FORGET NUCLEAR: The future is green, says M'boro solar guru
THE Federal Government doesn't need to turn to nuclear - the nation's power solution is in the sky.
That is according to Maryborough businessman Greg McGarvie, the man behind Australia's first manufactured electric car and the Teebar Solar Farm.
He has urged the Federal Government to abandon any talk of nuclear energy and instead put its focus on the renewables industry, particularly solar power.
His words come as Australia takes a step toward lifting its ban on nuclear energy, with Federal Energy Minister Angus Taylor asking the Environment and Energy Committee to look into the use of nuclear power in Australia.
Nuclear is banned as a source of power and while Mr Taylor has confirmed Australia's embargo on nuclear energy will remain, a parliamentary inquiry will revisit the issue and investigate "any future government's consideration" into the topic.
Hinkler MP Keith Pitt has been one of the voices pushing for the exploration of nuclear power as a possible energy source.
But Mr McGarvie said it would be a waste of money.
Energy converters such as solar panels and wind turbines were the way of the future, he said.
"Nuclear is too difficult, very slow to get started and expensive to run," he said.

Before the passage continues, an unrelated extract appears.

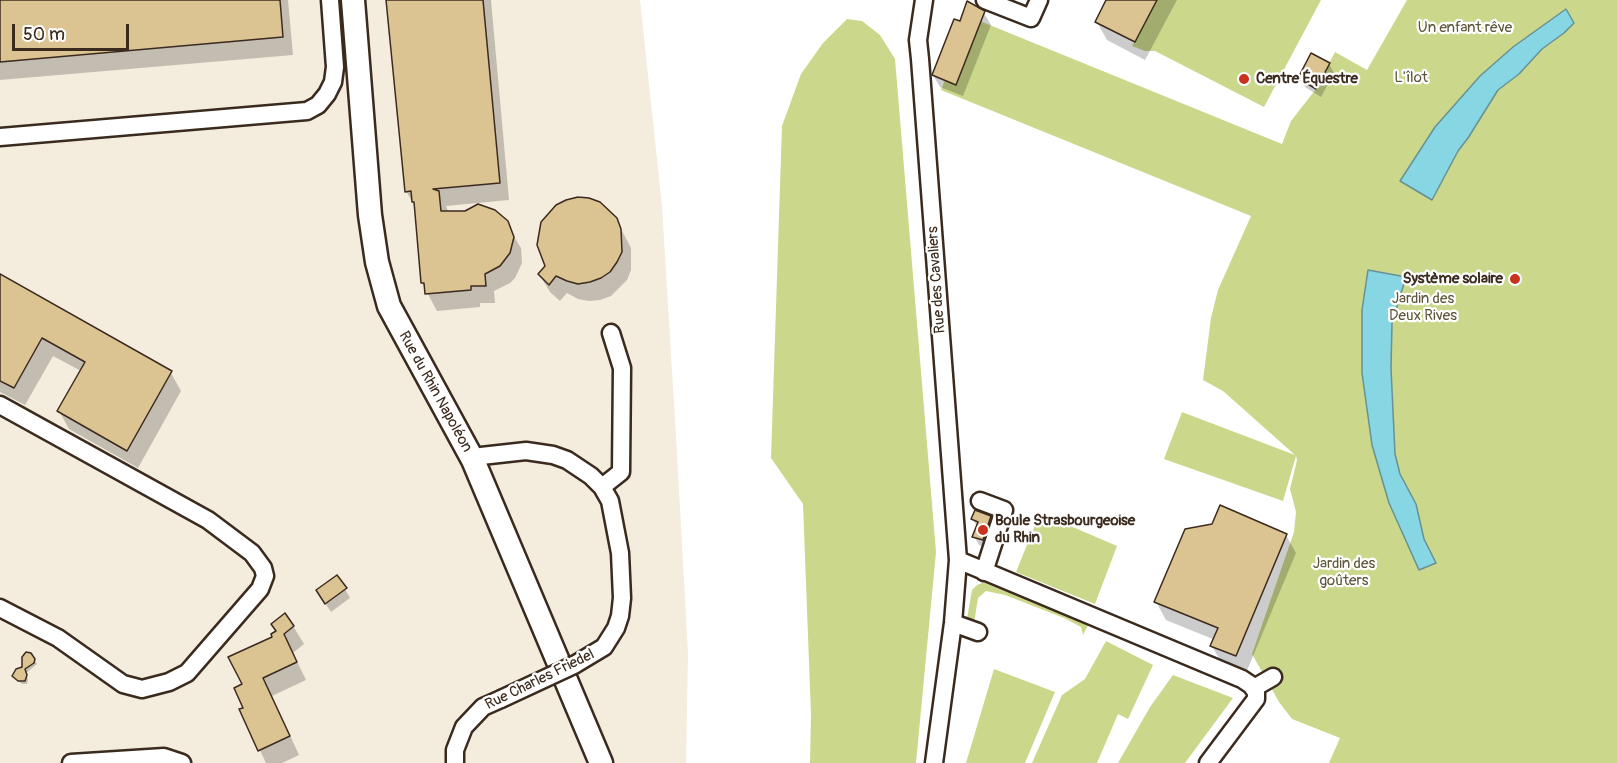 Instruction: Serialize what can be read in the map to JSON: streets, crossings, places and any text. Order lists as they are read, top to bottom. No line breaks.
{"streets":{"main road":["Rue du Rhin Napoléon"],"street":["Rue des Cavaliers","Rue Charles Friedel"]},"crossings":[["Rue du Rhin Napoléon","Rue Charles Friedel"]],"parks":["Un enfant rêve","L'îlot","Jardin des Deux Rives","Jardin des goûters"],"places":["Centre Équestre","Système solaire","Boule Strasbourgeoise du Rhin"],"scale_bar":"50 m"} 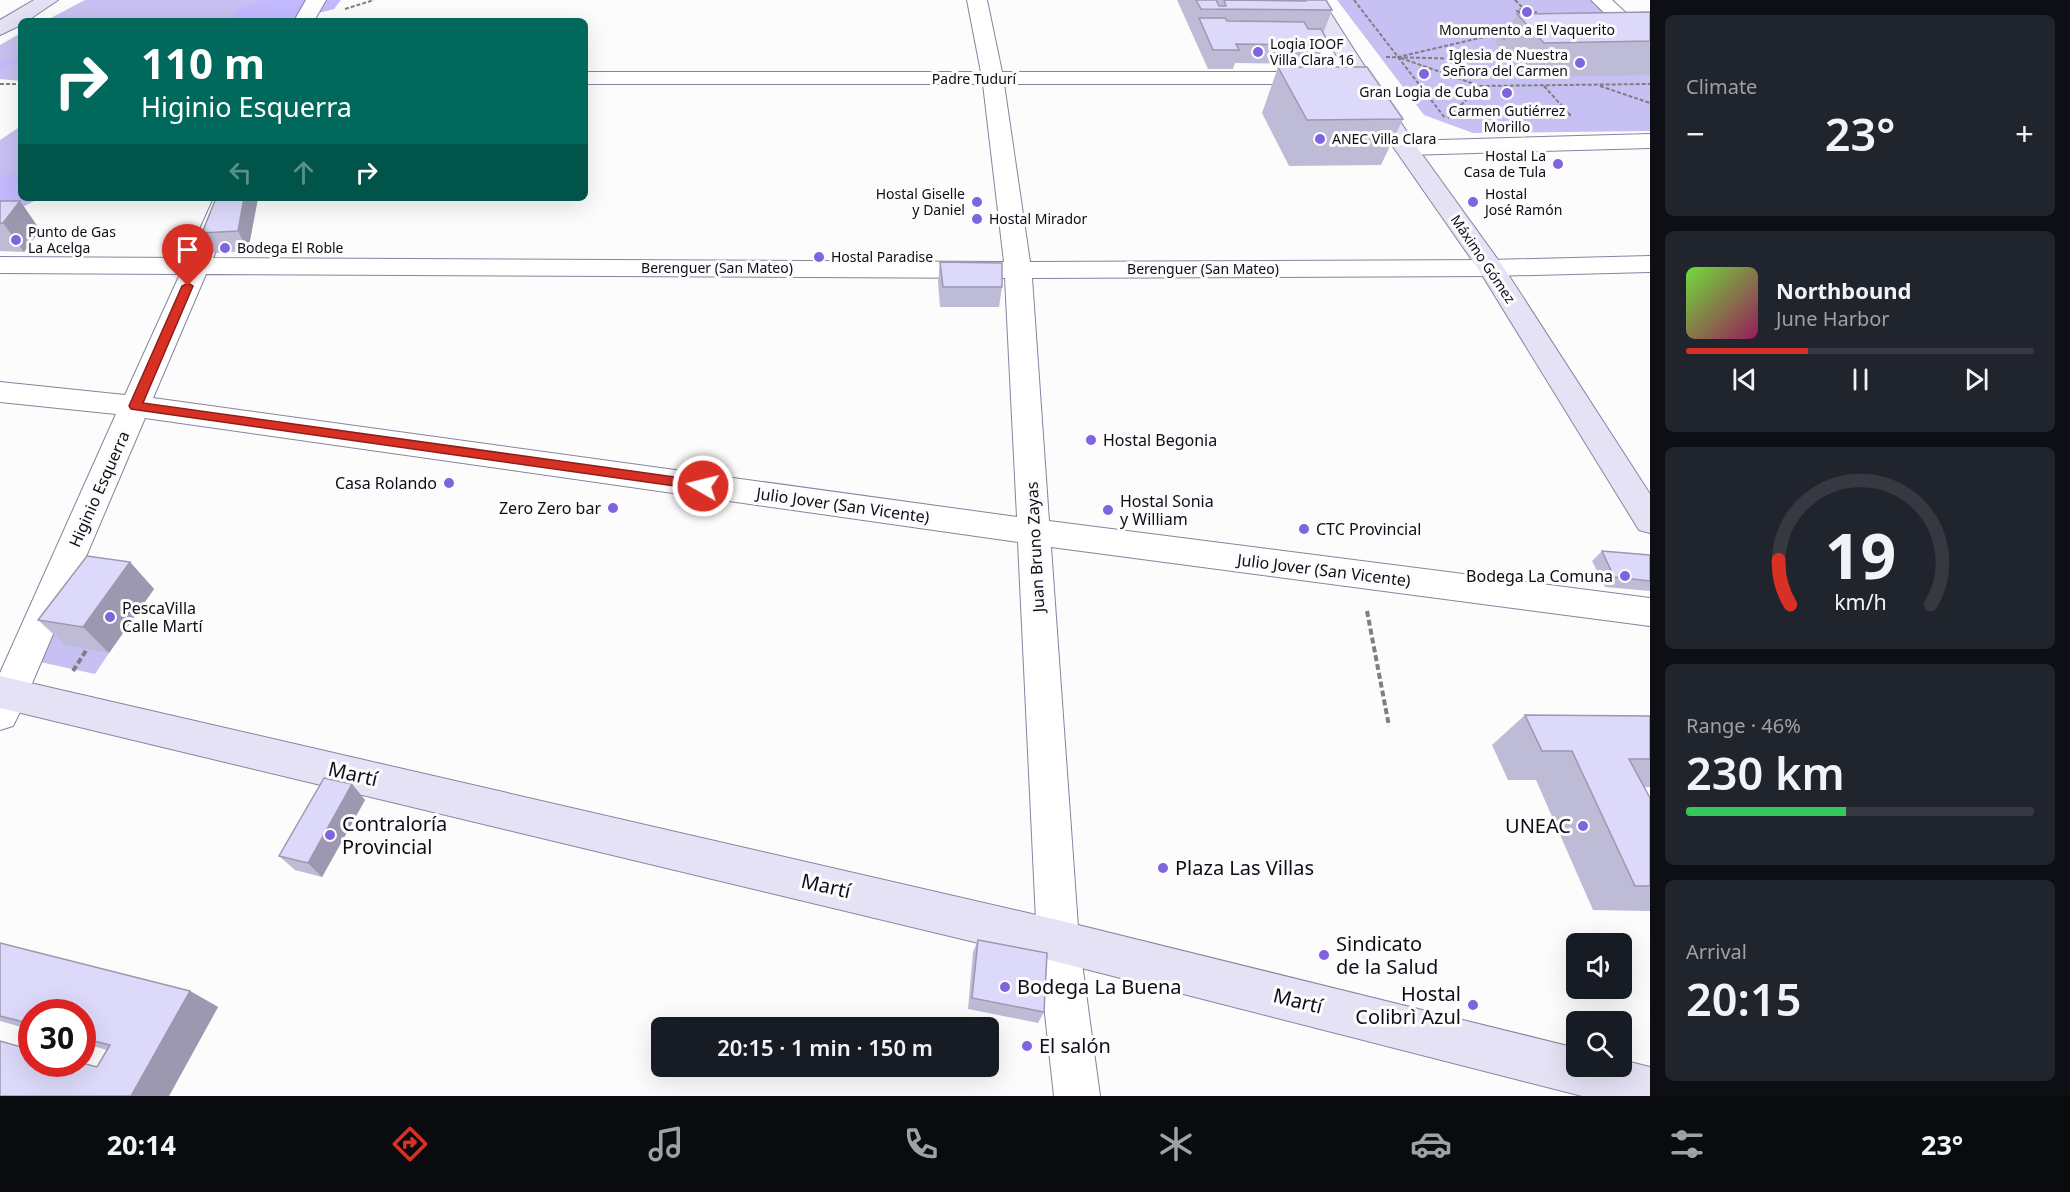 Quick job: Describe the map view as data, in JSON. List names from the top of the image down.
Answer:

"It's still not as efficient as using the nuclear reactor in the sky, which is also far cheaper and safer."
Mr McGarvie, who is the managing director of Queensland electric cars start-up ACE EV, said he was thinking of his grandchildren when he advocated for a focus on renewable energy.
"The future is solar, not nuclear, for my grandchildren and for everyone else," he said.
Mr McGarvie said the government was unwilling to see the opportunities in the renewable industry.
"If they spent the money they want to spend on nuclear on renewables, we wouldn't be having this discussion," he said.
"Solar isn't completely clean but it can be disposed of and it's a lot less complicated than nuclear.
"The focus should be on what Australia has plenty of and that's renewable energy."
Mr Pitt said he was "technology agnostic" when it came to power generation, but there was a need for affordable and reliable base load power.
"Renewables don't work 100 per cent of the time and there are businesses and industries that need reliability, so solar is just not suitable for them," he said.
"I called for an inquiry into nuclear power to get the facts, to look at the new technology available and to have an adult conversation.
"I'm pleased Minister Taylor has asked the Environment and Energy Committee to consider the economic, environmental and safety implications of nuclear power."